*EXERCISE DESCRIPTION:*
For the string "height", find every matching line in the records and copy it.

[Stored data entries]
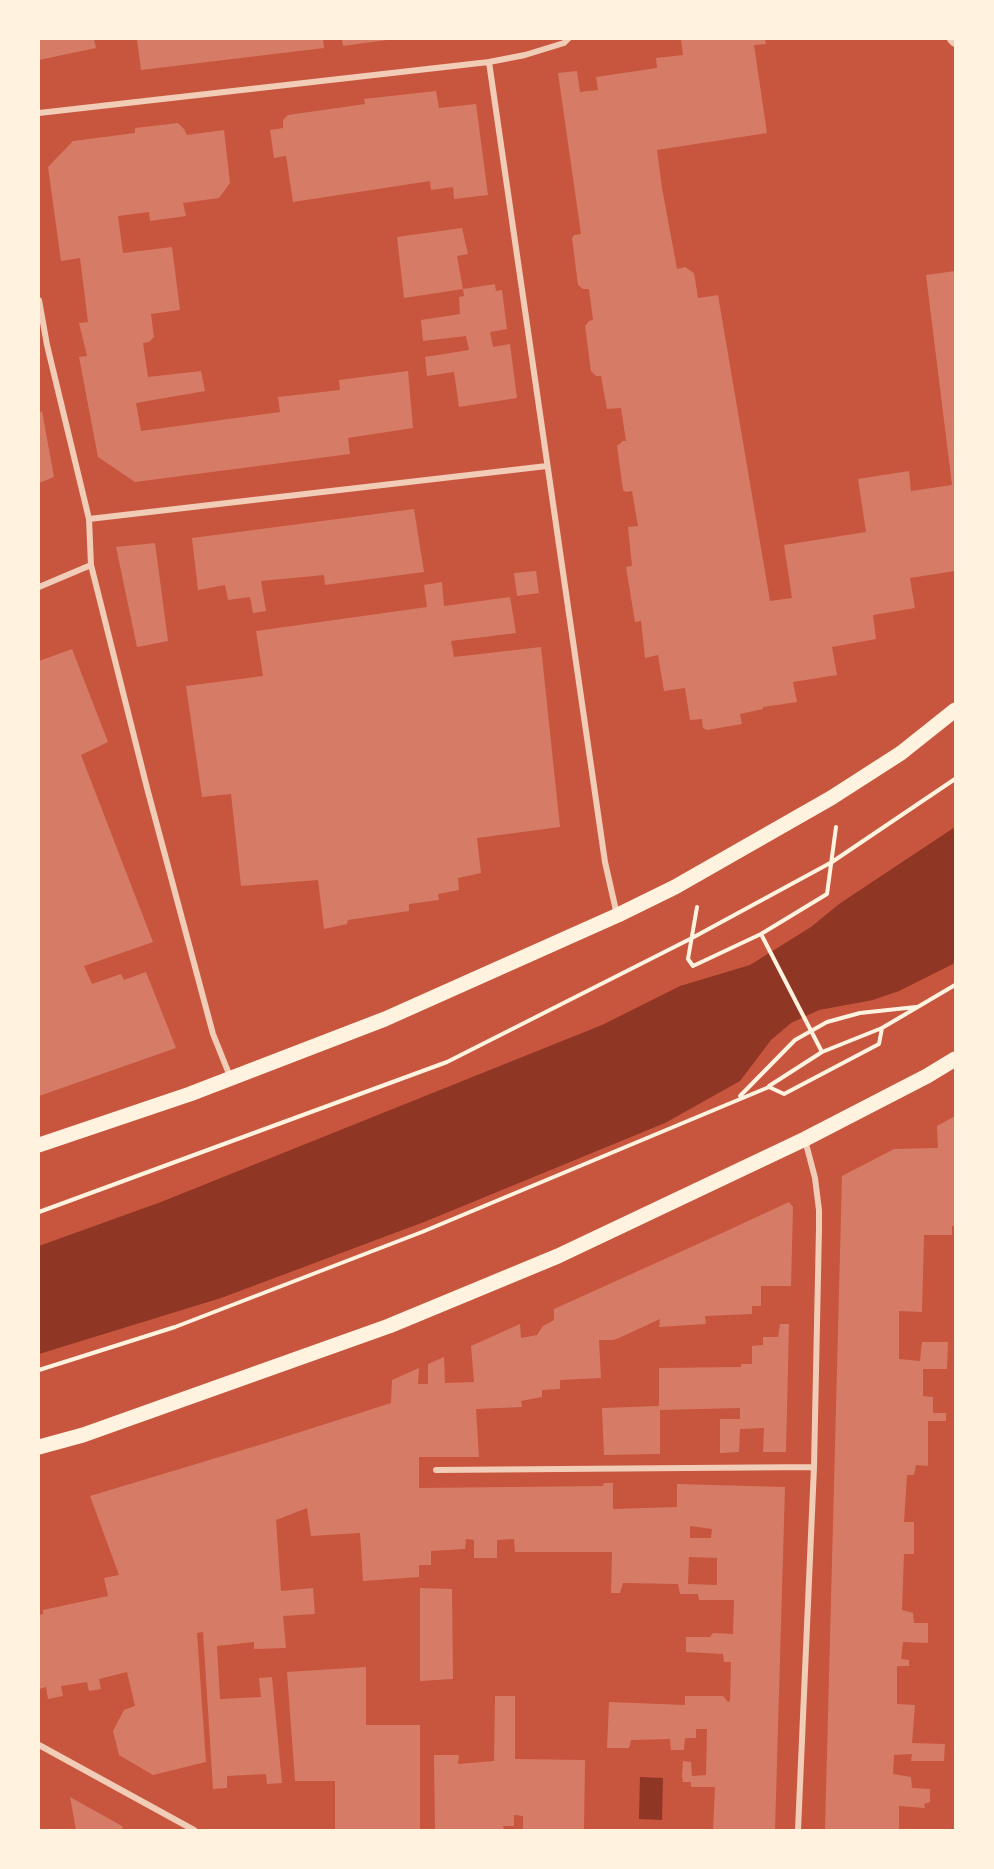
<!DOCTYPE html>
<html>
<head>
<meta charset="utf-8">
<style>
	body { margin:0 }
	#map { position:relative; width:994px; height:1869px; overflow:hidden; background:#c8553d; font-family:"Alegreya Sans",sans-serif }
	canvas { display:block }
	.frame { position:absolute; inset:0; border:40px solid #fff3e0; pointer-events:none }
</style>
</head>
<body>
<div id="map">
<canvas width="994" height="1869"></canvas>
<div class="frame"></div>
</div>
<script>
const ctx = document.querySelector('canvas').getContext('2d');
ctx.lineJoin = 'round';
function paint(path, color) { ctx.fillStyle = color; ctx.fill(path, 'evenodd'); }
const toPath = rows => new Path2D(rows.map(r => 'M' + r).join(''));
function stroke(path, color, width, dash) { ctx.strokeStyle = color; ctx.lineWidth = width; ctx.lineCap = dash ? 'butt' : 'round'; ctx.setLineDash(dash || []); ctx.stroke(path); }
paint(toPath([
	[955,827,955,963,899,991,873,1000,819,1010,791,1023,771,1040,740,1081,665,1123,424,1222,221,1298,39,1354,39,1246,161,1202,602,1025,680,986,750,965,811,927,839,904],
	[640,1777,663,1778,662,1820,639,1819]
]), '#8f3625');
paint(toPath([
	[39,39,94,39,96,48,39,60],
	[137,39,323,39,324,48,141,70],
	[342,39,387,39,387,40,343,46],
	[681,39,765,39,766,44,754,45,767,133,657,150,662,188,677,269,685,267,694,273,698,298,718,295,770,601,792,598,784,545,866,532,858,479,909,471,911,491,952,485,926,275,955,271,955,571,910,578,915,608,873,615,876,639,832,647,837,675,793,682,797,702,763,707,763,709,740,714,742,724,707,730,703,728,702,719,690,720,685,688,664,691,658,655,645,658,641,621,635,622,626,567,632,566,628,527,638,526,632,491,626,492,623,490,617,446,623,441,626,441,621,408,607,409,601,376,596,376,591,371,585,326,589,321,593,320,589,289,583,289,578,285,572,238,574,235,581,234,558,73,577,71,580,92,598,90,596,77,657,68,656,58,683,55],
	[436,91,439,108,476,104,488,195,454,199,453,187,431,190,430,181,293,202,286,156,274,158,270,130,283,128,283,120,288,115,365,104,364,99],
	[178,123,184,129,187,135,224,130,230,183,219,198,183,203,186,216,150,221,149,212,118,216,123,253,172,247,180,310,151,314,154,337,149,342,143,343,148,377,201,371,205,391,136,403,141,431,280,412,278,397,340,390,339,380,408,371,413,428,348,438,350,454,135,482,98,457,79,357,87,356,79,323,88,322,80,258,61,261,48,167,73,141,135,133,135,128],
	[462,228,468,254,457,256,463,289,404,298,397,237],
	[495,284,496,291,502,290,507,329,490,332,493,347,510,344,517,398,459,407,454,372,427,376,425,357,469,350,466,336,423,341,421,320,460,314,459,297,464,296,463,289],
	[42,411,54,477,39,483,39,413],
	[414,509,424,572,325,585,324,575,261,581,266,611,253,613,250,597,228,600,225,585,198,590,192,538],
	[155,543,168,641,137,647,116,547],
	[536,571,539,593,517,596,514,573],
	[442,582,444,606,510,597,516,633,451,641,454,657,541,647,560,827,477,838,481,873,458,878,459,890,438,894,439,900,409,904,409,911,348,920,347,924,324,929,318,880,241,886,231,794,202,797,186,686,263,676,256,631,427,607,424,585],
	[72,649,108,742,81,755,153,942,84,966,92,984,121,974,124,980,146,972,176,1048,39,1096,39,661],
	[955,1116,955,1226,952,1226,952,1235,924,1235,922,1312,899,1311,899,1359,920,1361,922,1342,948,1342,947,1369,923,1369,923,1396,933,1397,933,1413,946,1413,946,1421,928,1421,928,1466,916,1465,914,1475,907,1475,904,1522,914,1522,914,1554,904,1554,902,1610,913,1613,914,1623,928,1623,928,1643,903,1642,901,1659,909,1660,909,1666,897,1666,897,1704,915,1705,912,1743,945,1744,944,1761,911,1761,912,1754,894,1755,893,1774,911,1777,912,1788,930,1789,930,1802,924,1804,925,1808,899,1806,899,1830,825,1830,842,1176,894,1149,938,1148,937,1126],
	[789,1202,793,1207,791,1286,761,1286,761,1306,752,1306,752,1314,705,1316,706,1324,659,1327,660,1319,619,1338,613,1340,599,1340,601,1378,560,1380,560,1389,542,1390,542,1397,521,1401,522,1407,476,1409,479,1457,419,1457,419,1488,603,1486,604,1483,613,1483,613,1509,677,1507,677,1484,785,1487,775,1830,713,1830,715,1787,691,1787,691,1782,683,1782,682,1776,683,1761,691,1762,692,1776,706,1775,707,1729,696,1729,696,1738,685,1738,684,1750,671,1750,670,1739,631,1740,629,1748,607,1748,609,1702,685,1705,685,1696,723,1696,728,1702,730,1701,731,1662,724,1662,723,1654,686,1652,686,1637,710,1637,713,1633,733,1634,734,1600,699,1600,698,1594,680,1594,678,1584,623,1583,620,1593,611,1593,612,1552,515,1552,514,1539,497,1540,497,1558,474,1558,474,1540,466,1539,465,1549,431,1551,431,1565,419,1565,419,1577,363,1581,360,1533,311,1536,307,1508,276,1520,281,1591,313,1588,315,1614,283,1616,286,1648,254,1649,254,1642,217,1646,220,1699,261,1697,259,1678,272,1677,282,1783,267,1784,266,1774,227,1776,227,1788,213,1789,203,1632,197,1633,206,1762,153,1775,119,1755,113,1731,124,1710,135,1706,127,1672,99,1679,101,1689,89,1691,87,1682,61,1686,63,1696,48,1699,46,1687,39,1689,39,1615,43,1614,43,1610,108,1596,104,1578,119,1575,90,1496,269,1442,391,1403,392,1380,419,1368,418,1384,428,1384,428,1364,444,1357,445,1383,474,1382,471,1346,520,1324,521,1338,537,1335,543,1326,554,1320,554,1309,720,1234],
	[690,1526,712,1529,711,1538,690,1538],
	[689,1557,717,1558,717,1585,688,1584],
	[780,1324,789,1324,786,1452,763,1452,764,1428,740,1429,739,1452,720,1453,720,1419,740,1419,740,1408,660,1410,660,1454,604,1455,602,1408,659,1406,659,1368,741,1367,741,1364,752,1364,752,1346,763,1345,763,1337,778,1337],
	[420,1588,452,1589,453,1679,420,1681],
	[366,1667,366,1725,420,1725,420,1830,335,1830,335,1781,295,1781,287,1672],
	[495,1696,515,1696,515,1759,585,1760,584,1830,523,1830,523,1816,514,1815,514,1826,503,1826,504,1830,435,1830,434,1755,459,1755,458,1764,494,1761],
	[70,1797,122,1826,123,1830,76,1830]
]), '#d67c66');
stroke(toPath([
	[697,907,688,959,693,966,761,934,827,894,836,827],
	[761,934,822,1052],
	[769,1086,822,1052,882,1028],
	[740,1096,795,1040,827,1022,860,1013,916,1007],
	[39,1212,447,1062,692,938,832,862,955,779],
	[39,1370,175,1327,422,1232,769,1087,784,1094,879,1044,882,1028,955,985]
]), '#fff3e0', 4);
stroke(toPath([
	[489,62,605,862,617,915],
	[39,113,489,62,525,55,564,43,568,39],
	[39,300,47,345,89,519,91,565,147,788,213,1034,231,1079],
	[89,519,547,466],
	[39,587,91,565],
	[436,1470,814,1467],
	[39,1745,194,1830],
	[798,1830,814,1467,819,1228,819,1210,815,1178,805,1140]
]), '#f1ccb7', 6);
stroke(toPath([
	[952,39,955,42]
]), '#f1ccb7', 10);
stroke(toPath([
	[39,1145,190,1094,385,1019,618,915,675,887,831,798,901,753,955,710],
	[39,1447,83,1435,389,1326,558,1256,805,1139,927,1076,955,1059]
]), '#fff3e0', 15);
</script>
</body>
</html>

*SOLUTION TO THIS EXERCISE:*
	#map { position:relative; width:994px; height:1869px; overflow:hidden; background:#c8553d; font-family:"Alegreya Sans",sans-serif }
<canvas width="994" height="1869"></canvas>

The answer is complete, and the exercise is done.